I also like yapf’s customizability, but black is community-developed and seems more active. Also, I think the black authors would be willing to work with us on things like math formatting.

I think with modern terminals, 79 is quite restrictive. I’ve had good success with their default choice of 88, and it’s easy to adapt flake8 to respect that. Their rationale:

Black defaults to 88 characters per line, which happens to be 10% over 80. This number was found to produce significantly shorter files than sticking with 80 (the most popular), or even 79 (used by the standard library).

FWIW, I do not have a wide aspect-ratio monitor on my laptop, but I still run two editors side by side very comfortably at 88.

You’re right that it does not do patches, so once you touch a file you have to fix the whole file. But you can do only the files you touched.

I’m +1 on using black. I’ve had very good experiences with it on personal (scientific) projects in the past.

yapf’s customisability might actually be a point against it in my book. It can be one more point to argue about and also might indicate more maintenance compared to black.

There is Darker, which can solve that problem as a drop-in replacement. They also have a very good overview about the discussion (see the projects readme) about adding this feature to black itself.

+1. If we go this way, I think that using the defaults would have the largest benefit and lowest friction for the community, both in terms of using the formatter and reading its output.

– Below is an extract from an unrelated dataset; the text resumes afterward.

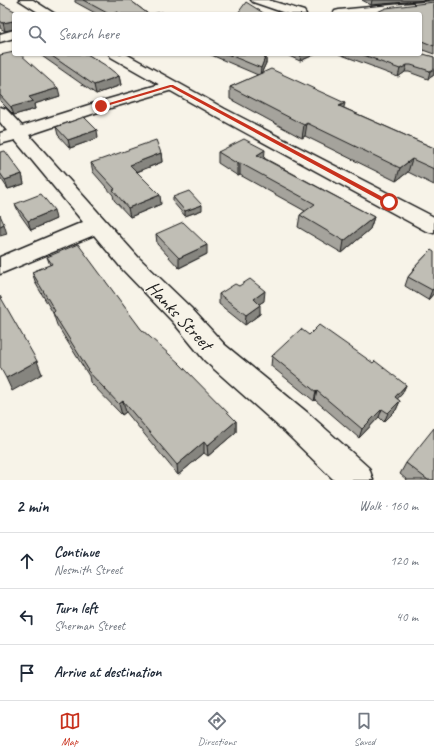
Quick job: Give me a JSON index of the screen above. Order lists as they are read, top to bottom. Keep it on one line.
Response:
{"streets":{"street":["Hanks Street"]},"page":{"search":"Search here","heading":["2 min","Walk · 160 m"],"list":[["Continue","Nesmith Street","120 m"],["Turn left","Sherman Street","40 m"],"Arrive at destination"],"nav":["Map","Directions","Saved"]}}
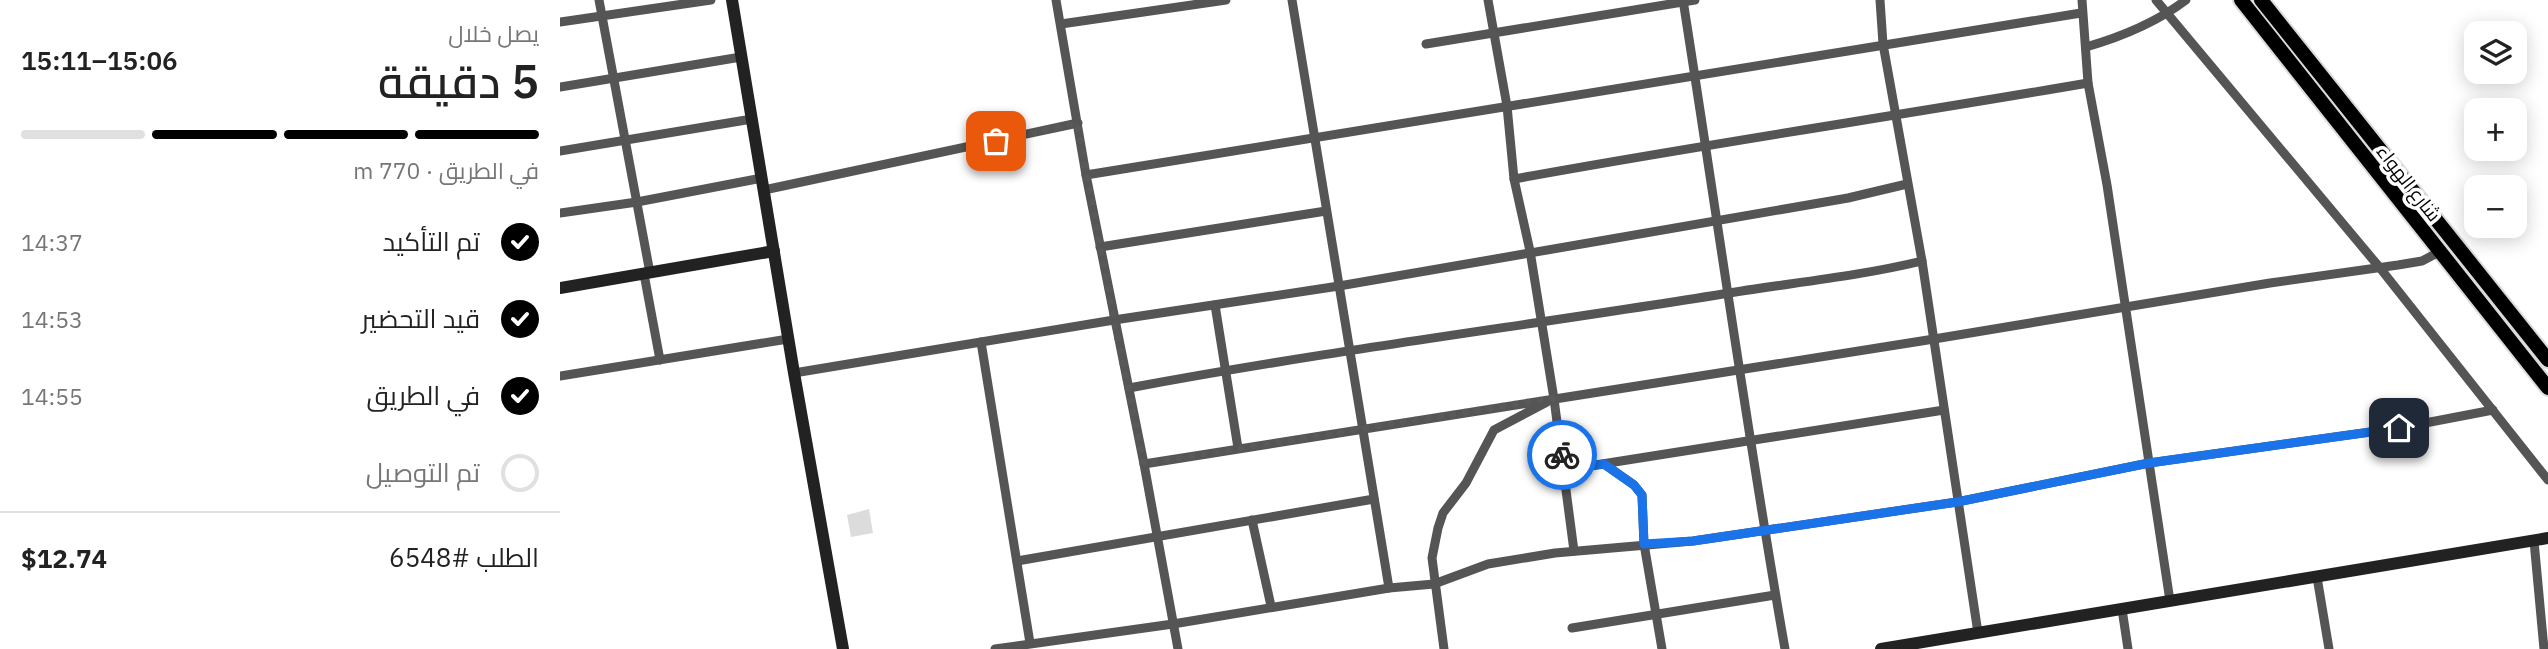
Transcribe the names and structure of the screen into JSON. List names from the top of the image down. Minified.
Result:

Thank you, kicking off this topic again.

I can fit three terminals side by side with 80, but not 88.

You know what else produces shorter files? Not spilling over to 100 tiny lines when you have a long parameter list. :stuck_out_tongue_winking_eye:

Hey we might as well front-load our arguing about style, no? :stuck_out_tongue_winking_eye:

Anyway, I like the darker idea, and/or maybe we just use black in skimage2?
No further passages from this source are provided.